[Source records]
******************************
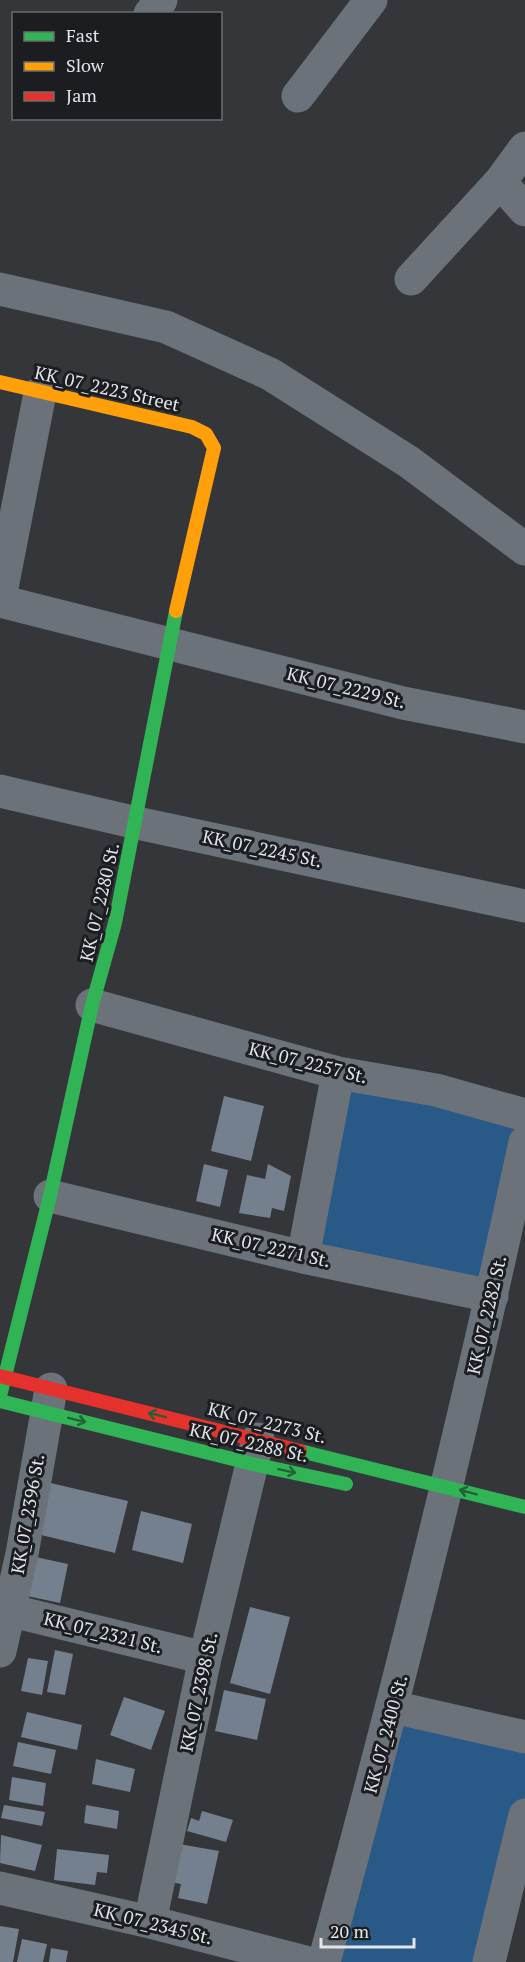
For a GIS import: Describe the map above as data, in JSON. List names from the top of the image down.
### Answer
{
  "streets": {
    "street": [
      "KK_07_2223 Street",
      "KK_07_2229 St.",
      "KK_07_2245 St.",
      "KK_07_2280 St.",
      "KK_07_2257 St.",
      "KK_07_2271 St.",
      "KK_07_2282 St.",
      "KK_07_2273 St.",
      "KK_07_2288 St.",
      "KK_07_2396 St.",
      "KK_07_2321 St.",
      "KK_07_2398 St.",
      "KK_07_2400 St.",
      "KK_07_2345 St."
    ]
  },
  "crossings": [
    ["KK_07_2223 Street", "KK_07_2280 St."],
    ["KK_07_2229 St.", "KK_07_2280 St."],
    ["KK_07_2245 St.", "KK_07_2280 St."],
    ["KK_07_2280 St.", "KK_07_2257 St."],
    ["KK_07_2280 St.", "KK_07_2271 St."],
    ["KK_07_2280 St.", "KK_07_2273 St."],
    ["KK_07_2271 St.", "KK_07_2282 St."],
    ["KK_07_2282 St.", "KK_07_2273 St."],
    ["KK_07_2282 St.", "KK_07_2400 St."],
    ["KK_07_2273 St.", "KK_07_2288 St."],
    ["KK_07_2273 St.", "KK_07_2396 St."],
    ["KK_07_2273 St.", "KK_07_2398 St."],
    ["KK_07_2273 St.", "KK_07_2400 St."],
    ["KK_07_2288 St.", "KK_07_2396 St."],
    ["KK_07_2288 St.", "KK_07_2398 St."],
    ["KK_07_2396 St.", "KK_07_2321 St."],
    ["KK_07_2321 St.", "KK_07_2398 St."],
    ["KK_07_2398 St.", "KK_07_2345 St."]
  ],
  "one_way": ["KK_07_2273 St.", "KK_07_2288 St."],
  "legend": ["Fast", "Slow", "Jam"],
  "scale_bar": "20 m"
}
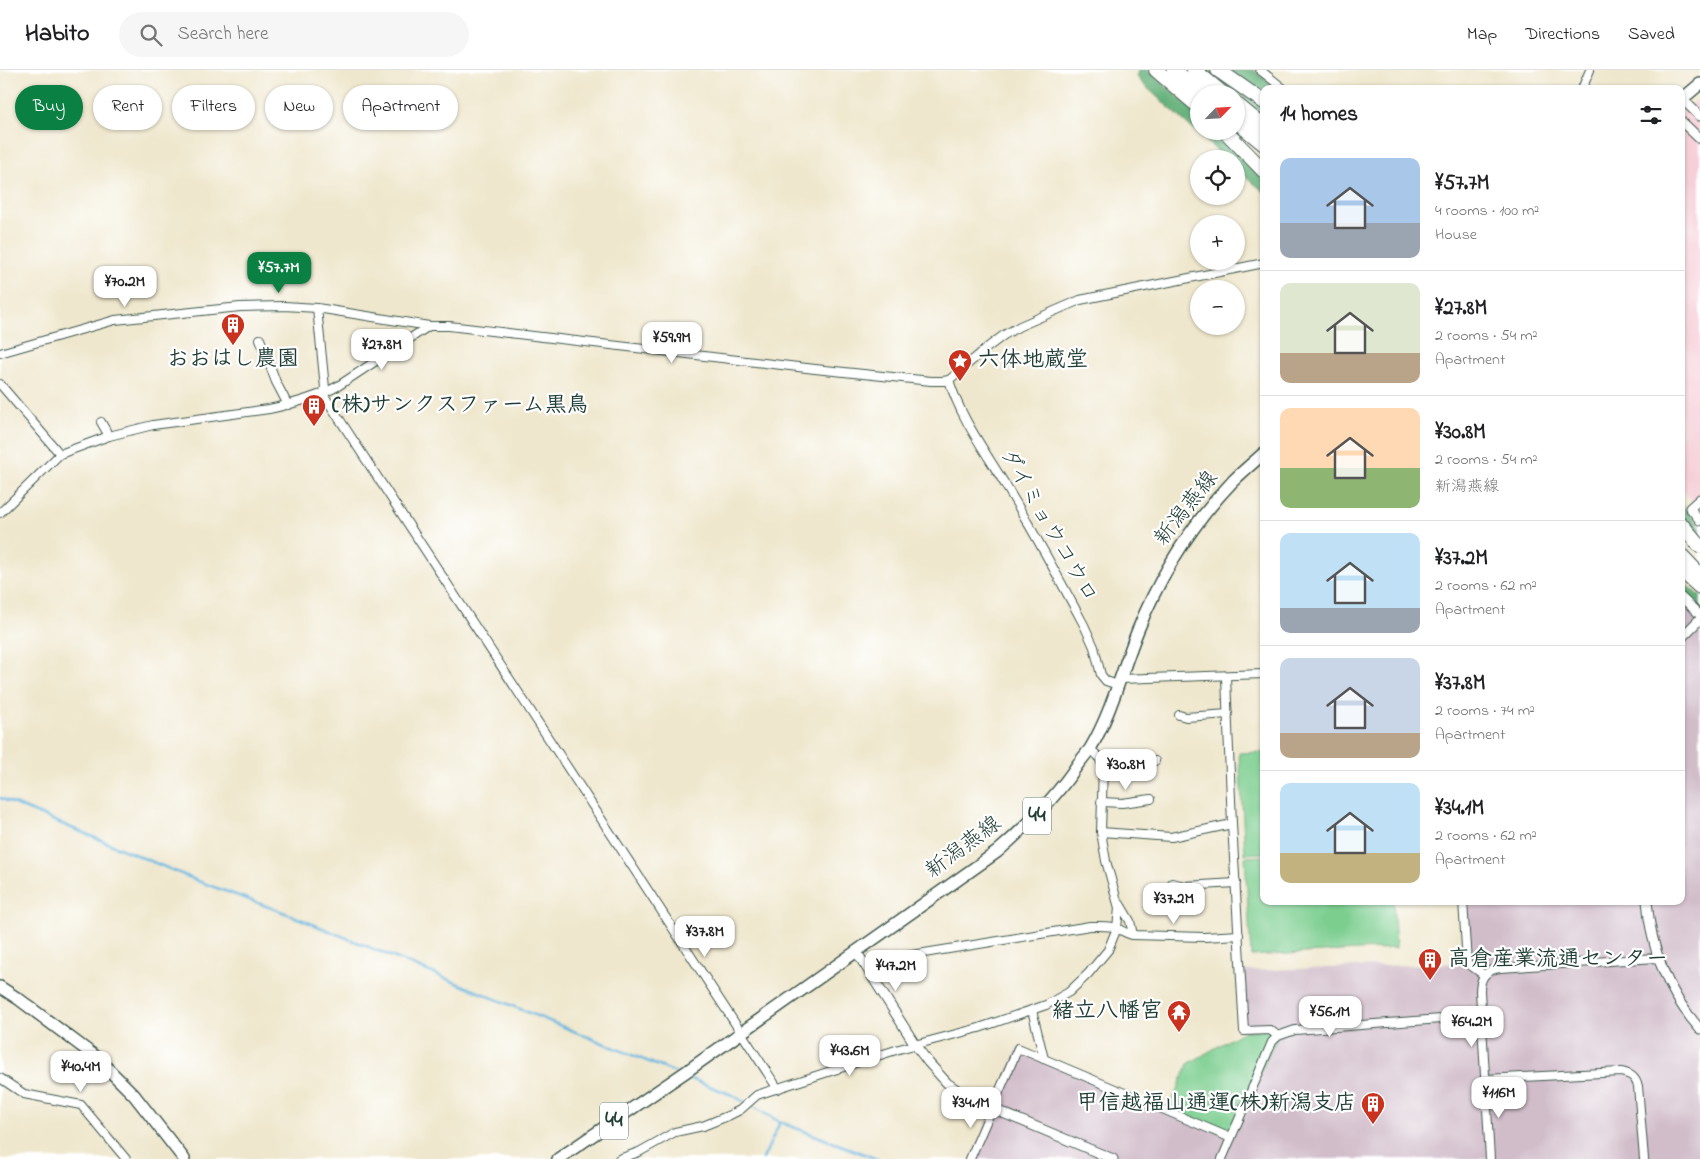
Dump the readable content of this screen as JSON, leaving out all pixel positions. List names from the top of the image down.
{
  "streets": {
    "main road": ["新潟燕線", "44"],
    "street": ["ダイミョウコウロ"]
  },
  "crossings": [
    ["新潟燕線", "ダイミョウコウロ"]
  ],
  "places": {
    "building": [
      "おおはし農園",
      "(株)サンクスファーム黒鳥",
      "高倉産業流通センター",
      "甲信越福山通運(株)新潟支店"
    ],
    "place": ["六体地蔵堂"],
    "temple": ["緒立八幡宮"]
  },
  "north": "top right",
  "page": {
    "header": "Habito",
    "search": "Search here",
    "nav": ["Map", "Directions", "Saved"],
    "map_buttons": ["+", "−"],
    "chip": [
      "Buy",
      "Rent",
      "Filters",
      "New",
      "Apartment"
    ],
    "heading": "14 homes",
    "list": [
      {
        "name": "¥57.7M",
        "note": "4 rooms · 100 m² · House"
      },
      {
        "name": "¥27.8M",
        "note": "2 rooms · 54 m² · Apartment"
      },
      {
        "name": "¥30.8M",
        "note": "2 rooms · 54 m² · 新潟燕線"
      },
      {
        "name": "¥37.2M",
        "note": "2 rooms · 62 m² · Apartment"
      },
      {
        "name": "¥37.8M",
        "note": "2 rooms · 74 m² · Apartment"
      },
      {
        "name": "¥34.1M",
        "note": "2 rooms · 62 m² · Apartment"
      }
    ],
    "price": [
      "¥57.7M",
      "¥70.2M",
      "¥59.9M",
      "¥27.8M",
      "¥30.8M",
      "¥37.2M",
      "¥37.8M",
      "¥47.2M",
      "¥56.1M",
      "¥64.2M",
      "¥43.6M",
      "¥40.4M",
      "¥116M",
      "¥34.1M"
    ]
  }
}
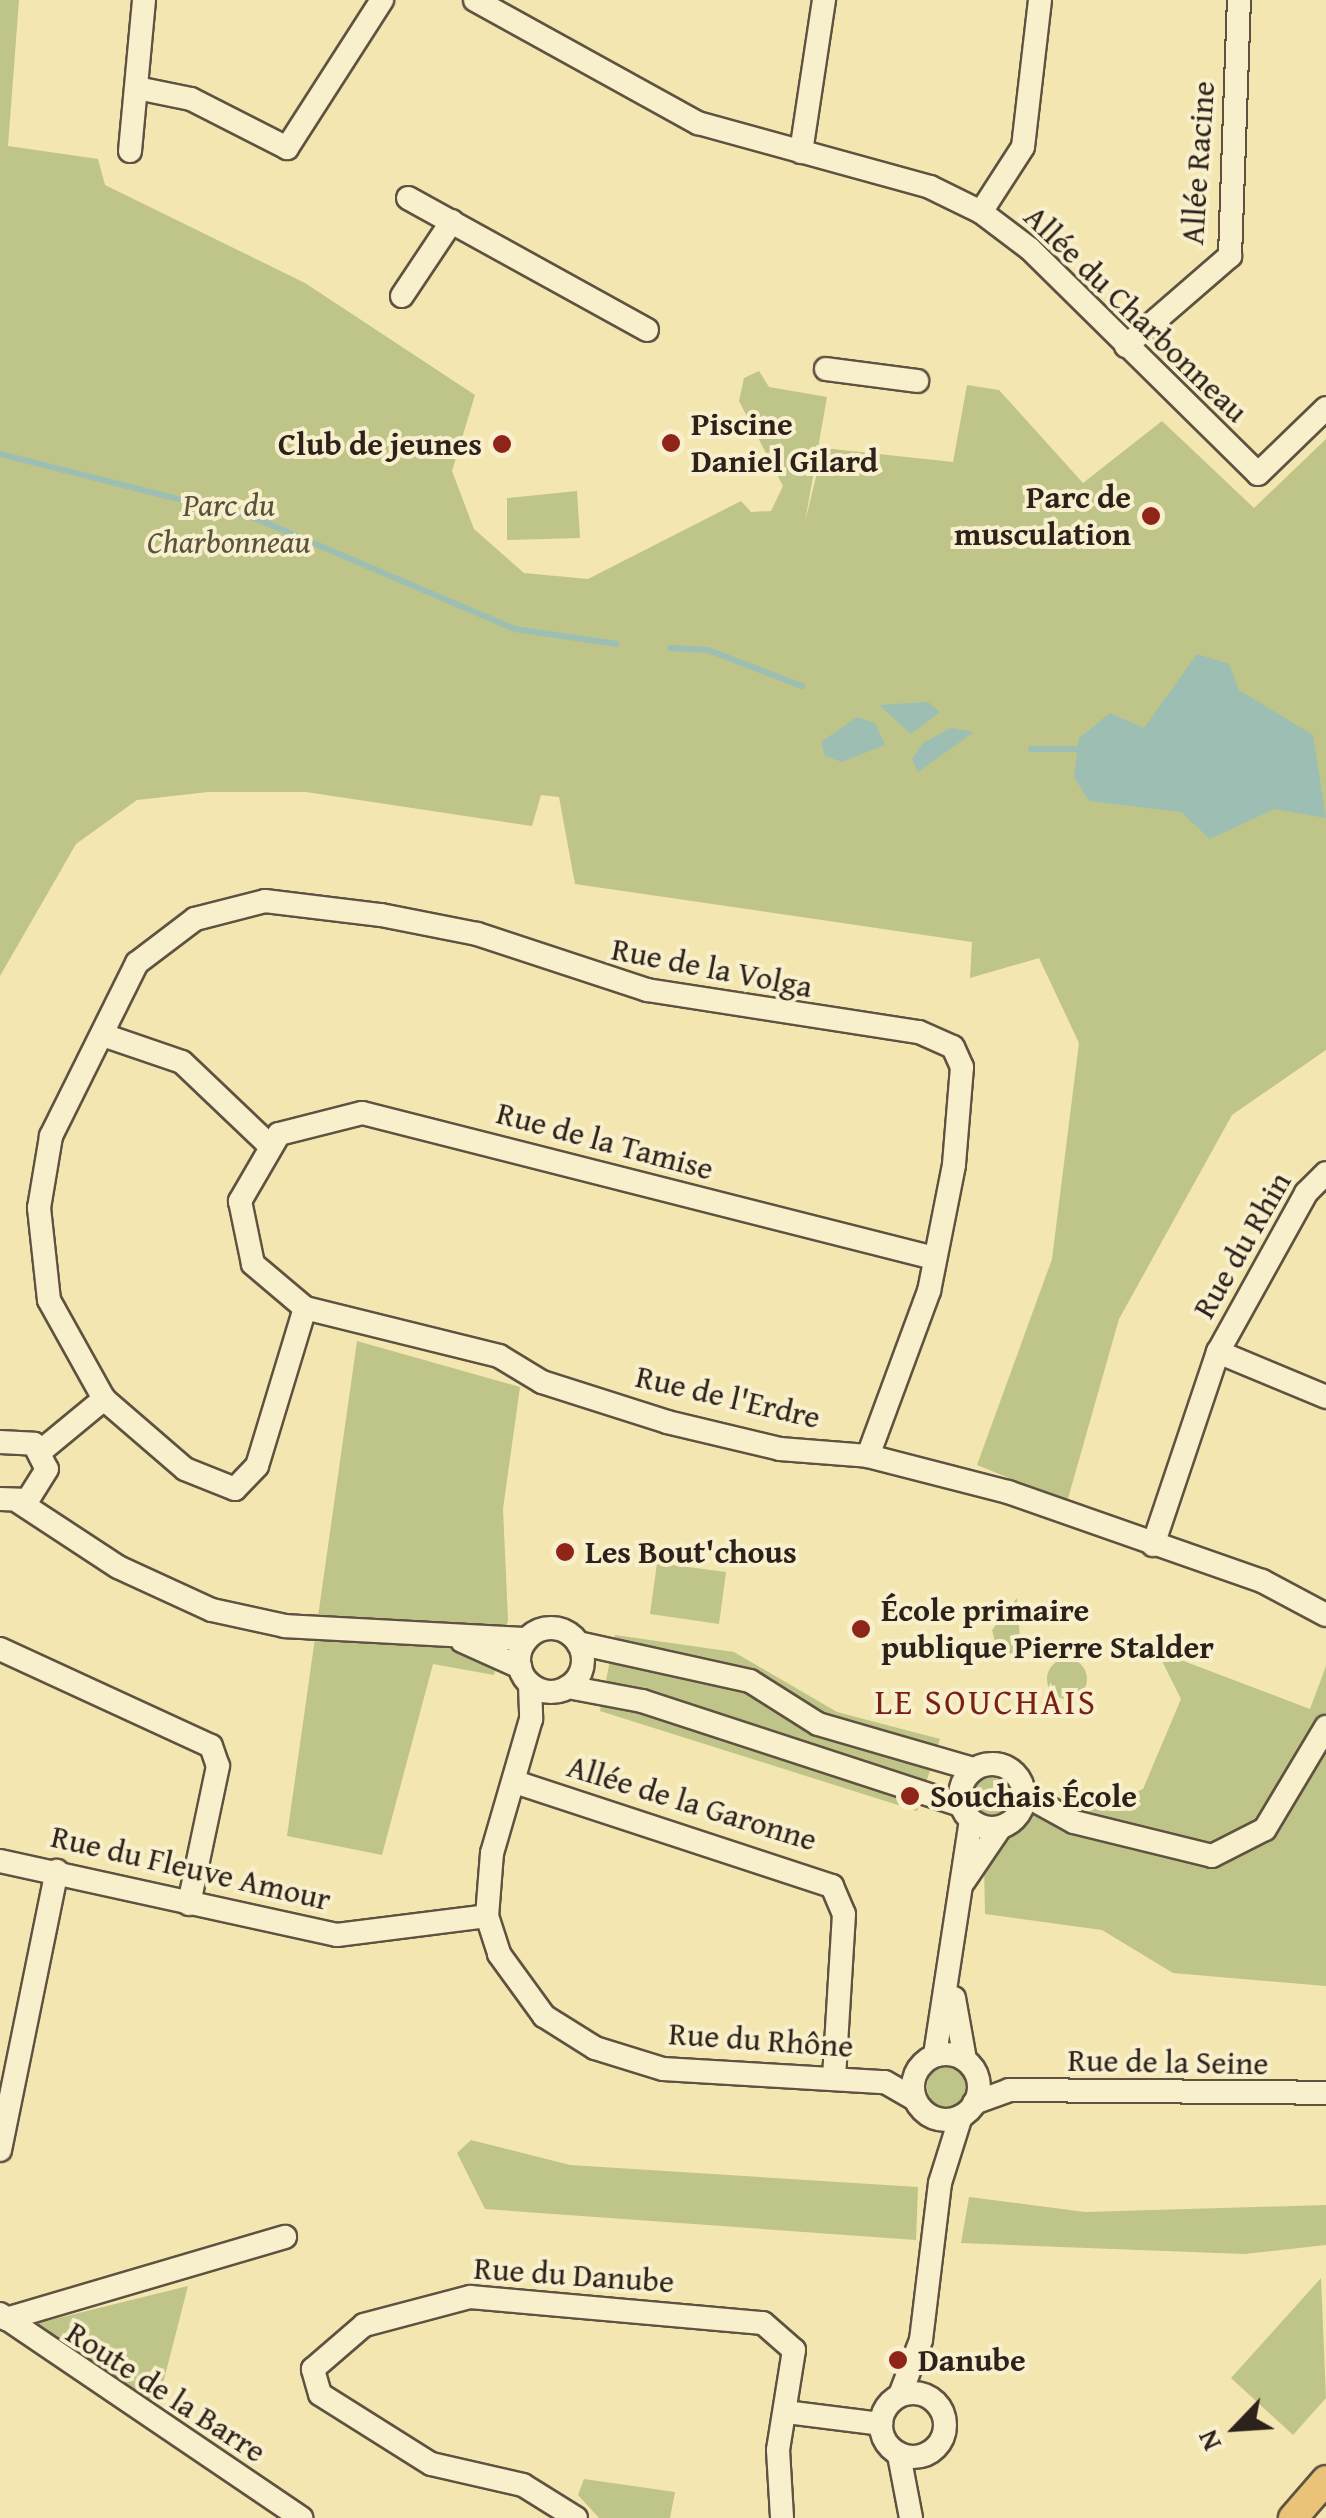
******************************
• WHAT YOU ARE ASKED TO DO
A verbatim copy of the entries, without the pictures, is what this task requires.

• SOLUTION FOR THIS PROBLEM
For a GIS import: Describe the map above as data, in JSON. List names from the top of the image down.
### Answer
{
  "streets": {
    "street": [
      "KK_07_2223 Street",
      "KK_07_2229 St.",
      "KK_07_2245 St.",
      "KK_07_2280 St.",
      "KK_07_2257 St.",
      "KK_07_2271 St.",
      "KK_07_2282 St.",
      "KK_07_2273 St.",
      "KK_07_2288 St.",
      "KK_07_2396 St.",
      "KK_07_2321 St.",
      "KK_07_2398 St.",
      "KK_07_2400 St.",
      "KK_07_2345 St."
    ]
  },
  "crossings": [
    ["KK_07_2223 Street", "KK_07_2280 St."],
    ["KK_07_2229 St.", "KK_07_2280 St."],
    ["KK_07_2245 St.", "KK_07_2280 St."],
    ["KK_07_2280 St.", "KK_07_2257 St."],
    ["KK_07_2280 St.", "KK_07_2271 St."],
    ["KK_07_2280 St.", "KK_07_2273 St."],
    ["KK_07_2271 St.", "KK_07_2282 St."],
    ["KK_07_2282 St.", "KK_07_2273 St."],
    ["KK_07_2282 St.", "KK_07_2400 St."],
    ["KK_07_2273 St.", "KK_07_2288 St."],
    ["KK_07_2273 St.", "KK_07_2396 St."],
    ["KK_07_2273 St.", "KK_07_2398 St."],
    ["KK_07_2273 St.", "KK_07_2400 St."],
    ["KK_07_2288 St.", "KK_07_2396 St."],
    ["KK_07_2288 St.", "KK_07_2398 St."],
    ["KK_07_2396 St.", "KK_07_2321 St."],
    ["KK_07_2321 St.", "KK_07_2398 St."],
    ["KK_07_2398 St.", "KK_07_2345 St."]
  ],
  "one_way": ["KK_07_2273 St.", "KK_07_2288 St."],
  "legend": ["Fast", "Slow", "Jam"],
  "scale_bar": "20 m"
}
Dump the readable content of this screen as JSON, leaving out all pixel positions. List names from the top of the image down.
{
  "streets": {
    "main road": ["新潟燕線", "44"],
    "street": ["ダイミョウコウロ"]
  },
  "crossings": [
    ["新潟燕線", "ダイミョウコウロ"]
  ],
  "places": {
    "building": [
      "おおはし農園",
      "(株)サンクスファーム黒鳥",
      "高倉産業流通センター",
      "甲信越福山通運(株)新潟支店"
    ],
    "place": ["六体地蔵堂"],
    "temple": ["緒立八幡宮"]
  },
  "north": "top right",
  "page": {
    "header": "Habito",
    "search": "Search here",
    "nav": ["Map", "Directions", "Saved"],
    "map_buttons": ["+", "−"],
    "chip": [
      "Buy",
      "Rent",
      "Filters",
      "New",
      "Apartment"
    ],
    "heading": "14 homes",
    "list": [
      {
        "name": "¥57.7M",
        "note": "4 rooms · 100 m² · House"
      },
      {
        "name": "¥27.8M",
        "note": "2 rooms · 54 m² · Apartment"
      },
      {
        "name": "¥30.8M",
        "note": "2 rooms · 54 m² · 新潟燕線"
      },
      {
        "name": "¥37.2M",
        "note": "2 rooms · 62 m² · Apartment"
      },
      {
        "name": "¥37.8M",
        "note": "2 rooms · 74 m² · Apartment"
      },
      {
        "name": "¥34.1M",
        "note": "2 rooms · 62 m² · Apartment"
      }
    ],
    "price": [
      "¥57.7M",
      "¥70.2M",
      "¥59.9M",
      "¥27.8M",
      "¥30.8M",
      "¥37.2M",
      "¥37.8M",
      "¥47.2M",
      "¥56.1M",
      "¥64.2M",
      "¥43.6M",
      "¥40.4M",
      "¥116M",
      "¥34.1M"
    ]
  }
}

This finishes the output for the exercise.